In a close vote, the team of Abby Niebeling, Kenny Kruse, Ki Sakuma, and Madelyn Dalagiannis came out on top, but William Blair analyst and Farmer School alum Andrew Ames said he was impressed with all the presentations. “I thought they were great. I’ve judged this year and last year and I participated in the competition from my sophomore year all the way to my senior year,” Ames said. “The presentations just keep getting better and better, more sophisticated, with better recommendations and great models.”

“I came into this totally unknown. I did not know anything that was going to happen,” Niebeling noted. “It was a lot of learning and understanding what information was needed, what exactly we had to find and what they were looking for. So it was a lot of growing for me in putting all the pieces together and finally having a full presentation that made sense.”

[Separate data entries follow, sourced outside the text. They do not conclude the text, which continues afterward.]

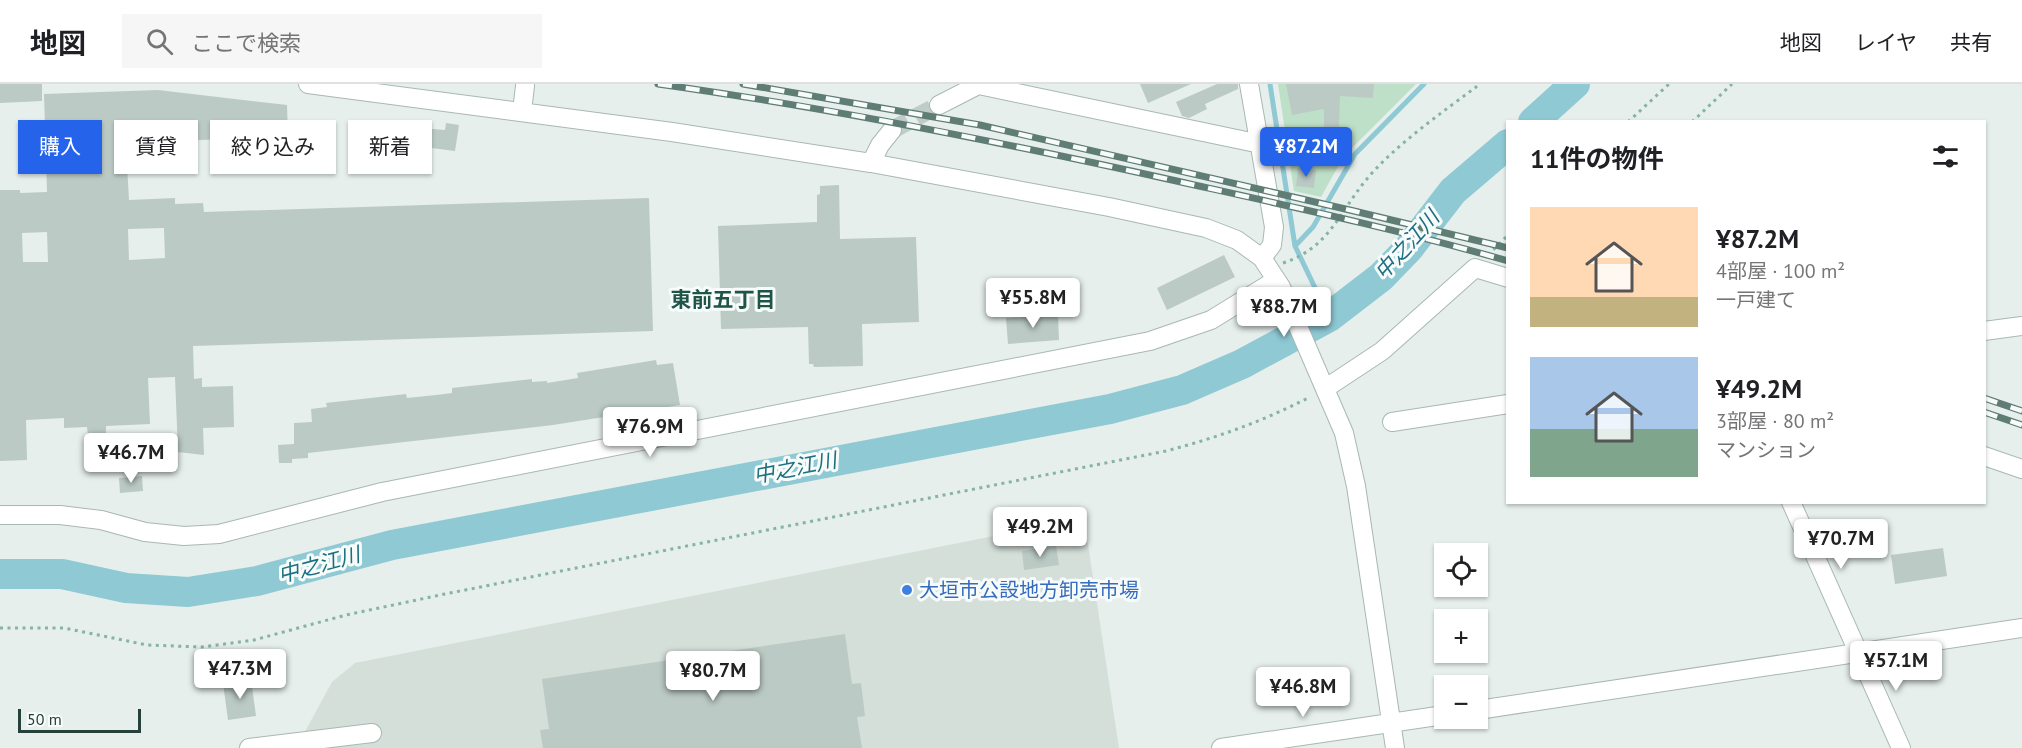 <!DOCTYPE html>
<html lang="ja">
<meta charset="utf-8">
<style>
body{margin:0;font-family:"PT Sans","Noto Sans JP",sans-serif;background:#f6f6f6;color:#202124;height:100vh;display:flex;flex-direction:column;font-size:22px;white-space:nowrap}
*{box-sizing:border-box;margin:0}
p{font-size:20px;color:#757577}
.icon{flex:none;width:33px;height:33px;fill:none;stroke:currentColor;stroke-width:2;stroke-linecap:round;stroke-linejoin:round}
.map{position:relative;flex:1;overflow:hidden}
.sheet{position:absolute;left:1506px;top:36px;width:480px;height:384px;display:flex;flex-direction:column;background:#fff;border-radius:0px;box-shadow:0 2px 4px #0004}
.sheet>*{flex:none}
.top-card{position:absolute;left:18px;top:36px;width:570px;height:54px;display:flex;gap:12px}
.fabs{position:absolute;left:1434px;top:459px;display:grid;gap:12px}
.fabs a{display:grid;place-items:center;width:54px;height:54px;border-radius:0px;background:#fff;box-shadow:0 2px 4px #0004;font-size:30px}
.scale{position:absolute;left:18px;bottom:15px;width:123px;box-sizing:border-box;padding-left:6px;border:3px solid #24423a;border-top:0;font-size:16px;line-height:21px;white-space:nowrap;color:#24423a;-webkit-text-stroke:4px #f7fbf9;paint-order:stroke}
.price{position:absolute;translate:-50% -51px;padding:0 14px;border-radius:6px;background:#fff;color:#222;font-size:20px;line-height:39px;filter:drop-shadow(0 2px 3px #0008)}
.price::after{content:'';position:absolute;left:50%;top:36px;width:18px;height:14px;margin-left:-9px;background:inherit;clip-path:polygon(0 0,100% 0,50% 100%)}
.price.active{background:#2563eb;color:#fff}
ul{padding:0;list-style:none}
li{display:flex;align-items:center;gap:18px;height:150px;padding:0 24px}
li span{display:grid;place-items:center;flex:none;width:168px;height:120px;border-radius:0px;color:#555}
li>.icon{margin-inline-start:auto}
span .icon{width:72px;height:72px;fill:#fffc;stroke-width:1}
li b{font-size:26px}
h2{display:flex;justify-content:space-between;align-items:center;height:72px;padding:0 24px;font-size:26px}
.pill{padding:0 21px;border-radius:0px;background:#fff;box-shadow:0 2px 4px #0004;font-size:21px;line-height:54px}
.pill.active{background:#2563eb;color:#fff}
header{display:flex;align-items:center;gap:36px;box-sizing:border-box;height:84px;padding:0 30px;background:#fff;border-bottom:2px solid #e0e0e0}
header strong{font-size:28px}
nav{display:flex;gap:33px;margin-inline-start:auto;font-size:21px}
.search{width:420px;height:54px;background:#f6f6f6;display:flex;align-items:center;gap:15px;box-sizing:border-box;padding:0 21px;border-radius:0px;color:#757577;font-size:22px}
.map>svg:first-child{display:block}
.built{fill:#d4dfda}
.green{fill:#bfe0c8}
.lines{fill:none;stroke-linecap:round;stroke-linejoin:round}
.stream{stroke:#8ec9d4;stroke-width:5}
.river{stroke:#8ec9d4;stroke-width:30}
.building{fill:#bbcac4;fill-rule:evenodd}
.minor-tunnel{stroke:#bfccc8;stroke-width:18;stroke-dasharray:18 9;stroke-linecap:butt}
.minor-casing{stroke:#a8b8b2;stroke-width:20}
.path{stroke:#86b3a5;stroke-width:3;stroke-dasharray:3 4.5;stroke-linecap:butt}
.minor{stroke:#fff;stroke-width:18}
.rail-casing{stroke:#5f7d75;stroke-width:7}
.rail{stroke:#f7fbf9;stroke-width:4.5;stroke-dasharray:14;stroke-linecap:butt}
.shop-dot{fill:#3f7fe0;stroke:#f7fbf9;stroke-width:2}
.labels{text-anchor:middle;stroke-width:6;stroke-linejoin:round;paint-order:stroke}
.shop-label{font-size:20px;fill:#366cbe;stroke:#f7fbf9;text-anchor:start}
.water-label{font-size:21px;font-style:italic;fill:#1c6f80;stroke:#f7fbf9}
.neighbourhood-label{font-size:21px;font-weight:bold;fill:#1f5548;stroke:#f7fbf9}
</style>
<header>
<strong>地図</strong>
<div class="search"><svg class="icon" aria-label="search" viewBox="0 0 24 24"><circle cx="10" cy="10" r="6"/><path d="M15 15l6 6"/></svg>ここで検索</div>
<nav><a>地図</a><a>レイヤ</a><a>共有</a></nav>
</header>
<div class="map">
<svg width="2022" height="664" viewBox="0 0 2022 664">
<rect width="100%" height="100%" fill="#e6efeb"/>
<!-- built -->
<path class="built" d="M1084,434L1119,664H296L332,598L355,579Z"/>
<!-- green -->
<path class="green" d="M1278,0H1416L1351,65L1340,79L1321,113L1294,107Z"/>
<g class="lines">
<!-- stream -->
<path class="stream" d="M1270,0L1295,162L1329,233
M1295,162L1313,143L1355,70L1424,0"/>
<!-- river -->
<path class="river" d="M1533,38L1575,0
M0,490H62L126,504L188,508L257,497L392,461L1110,325L1182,306L1242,280L1329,233L1381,193L1409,164L1453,107L1508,60"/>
</g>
<!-- building -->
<path class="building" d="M0,0H42V17L0,19Z
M1140,0H1191L1148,19Z
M1217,0H1238V5L1205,20L1207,25L1189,34L1182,32L1176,18Z
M1286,0H1374L1373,14L1340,12L1339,44L1324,43V25L1292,31Z
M158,6L287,21L288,53L173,57V80L127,81L129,116L175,114V120L203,119L204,128L649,114L653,247L193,262L194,295L202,294V303L233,302L234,343L203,344L204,371L178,368L175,293L148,294L150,340L106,342V351L88,352L87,343L64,344V334L26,336L27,376L0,377V106H20V109L47,108L44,10ZM164,144L165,174L129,176L128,145ZM47,148L48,178H23L22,149Z
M446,39L459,41L455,67L408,61L410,43L445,46Z
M1298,84L1316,86L1314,104L1296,102Z
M839,101L840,155L916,153L919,238L862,240L863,282L814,283L813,280H809L808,243L721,245L718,142L817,138V111L820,110V102Z
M1224,171L1235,193L1167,226L1157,204Z
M1058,231L1059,256L1008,260L1006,234Z
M656,276L657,281L673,279L680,321L553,341L308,369V374L292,375V379H279L278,361L294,360V339L312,338L311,325L327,323L326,319L406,310L407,314L436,311L452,309V304L532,295V298L547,297V299L578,294L577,289Z
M142,392L143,407L120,409L119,394Z
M1056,462L1059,481L1024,486L1022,467Z
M1943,464L1947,492L1895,500L1891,471Z
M845,550L852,600L861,599L865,632L857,633L862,664H543L540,646L549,645L542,595Z
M251,595L256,632L228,636L223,599Z"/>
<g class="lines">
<!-- minor-tunnel -->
<path class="minor-tunnel" d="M892,46L939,21"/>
<defs>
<path id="minor" d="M308,0L672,48L871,79L1109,123L1206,144L1237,156L1262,174L1281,203L1344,349L1356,402L1395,664
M974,0L1251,58L1259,57
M1249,0L1274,143L1272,161L1262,174
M939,21L980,0
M522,27L525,2
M871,79L880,61L892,46
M1984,247L2022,242
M1326,304L1382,267L1475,184L1508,194
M1392,338L1508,320
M1984,372L2022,385
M1791,418L1901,664
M0,431H60L101,436L145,448L184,452L219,450L382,408L1150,257L1211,236L1276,196
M1478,626L2022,544
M249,664L372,649
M1221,664L1444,631"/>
</defs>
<!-- minor casing -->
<use href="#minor" class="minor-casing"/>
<!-- path -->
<path class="path" d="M1628,38L1669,0
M1692,38L1732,0
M1488,171L1508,151
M1283,179C1329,164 1339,129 1366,96C1396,60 1443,28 1480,0
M0,544H64L147,561L202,563L254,556L346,531L445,510L1166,367C1219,353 1261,338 1310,313"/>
<!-- minor -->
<use href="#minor" class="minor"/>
<defs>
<path id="rail" d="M658,0C831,24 1001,58 1172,96C1284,121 1397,145 1508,177
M743,0L980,41L1354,127L1508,164
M1984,314L2022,327
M1984,328L2022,341"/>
</defs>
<!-- rail casing -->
<use href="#rail" class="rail-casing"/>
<!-- rail -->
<use href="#rail" class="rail"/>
</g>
<!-- markers -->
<circle class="shop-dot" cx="907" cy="506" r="6"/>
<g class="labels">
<!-- shop labels -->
<g class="shop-label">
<text x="919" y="513">大垣市公設地方卸売市場</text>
</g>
<!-- water labels -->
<g class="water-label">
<text transform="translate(1407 161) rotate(-48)" y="7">中之江川</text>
<text transform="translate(795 384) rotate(-11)" y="7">中之江川</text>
<text transform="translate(319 481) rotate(-15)" y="7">中之江川</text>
</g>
<!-- neighbourhood labels -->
<g class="neighbourhood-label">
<text x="723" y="223">東前五丁目</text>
</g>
</g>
</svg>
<div class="fabs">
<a><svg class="icon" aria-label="locate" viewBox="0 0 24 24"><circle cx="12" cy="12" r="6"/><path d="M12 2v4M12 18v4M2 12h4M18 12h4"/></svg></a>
<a>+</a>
<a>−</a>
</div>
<div class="scale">50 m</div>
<b class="price active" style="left:1306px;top:94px">¥87.2M</b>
<b class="price" style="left:1033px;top:245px">¥55.8M</b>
<b class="price" style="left:1284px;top:254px">¥88.7M</b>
<b class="price" style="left:650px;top:374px">¥76.9M</b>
<b class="price" style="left:131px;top:400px">¥46.7M</b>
<b class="price" style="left:1040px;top:474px">¥49.2M</b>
<b class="price" style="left:1841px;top:486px">¥70.7M</b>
<b class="price" style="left:1896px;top:608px">¥57.1M</b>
<b class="price" style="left:240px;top:616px">¥47.3M</b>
<b class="price" style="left:713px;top:618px">¥80.7M</b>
<b class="price" style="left:1303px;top:634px">¥46.8M</b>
<div class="top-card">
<a class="pill active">購入</a>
<a class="pill">賃貸</a>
<a class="pill">絞り込み</a>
<a class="pill">新着</a>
</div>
<section class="sheet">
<h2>11件の物件<svg class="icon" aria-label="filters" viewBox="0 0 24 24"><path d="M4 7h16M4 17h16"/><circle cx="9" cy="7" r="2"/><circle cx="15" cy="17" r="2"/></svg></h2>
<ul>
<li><span style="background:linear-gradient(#ffd9b3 75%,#c2b280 0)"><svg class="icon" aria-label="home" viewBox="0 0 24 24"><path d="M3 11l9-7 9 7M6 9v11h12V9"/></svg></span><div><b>¥87.2M</b><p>4部屋 · 100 m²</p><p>一戸建て</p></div></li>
<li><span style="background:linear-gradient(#a9c7e8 60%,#7fa58c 0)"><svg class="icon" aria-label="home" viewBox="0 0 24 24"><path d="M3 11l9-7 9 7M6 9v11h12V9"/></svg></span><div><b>¥49.2M</b><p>3部屋 · 80 m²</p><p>マンション</p></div></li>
</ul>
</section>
</div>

Kruse and Sakuma were both on teams that made the finals last year, but Kruse said having inexperienced team members was a big plus this year. “(Ki and I) had a better understanding of the industry, and there was a large learning curve for Abby and Madelyn that we were fortunate to go through last year,” Kruse recalled. “They had a totally different perspective and they would ask questions that we had to explain to them. Explaining those things to them allowed us to even have a better understanding of our presentation.”

“They took us under their wing and said that they were going to mentor us in this process, and they obviously did an amazing job. I think that we have learned a lot throughout this process that definitely will benefit us for the rest of our careers,” Dalagiannis explained.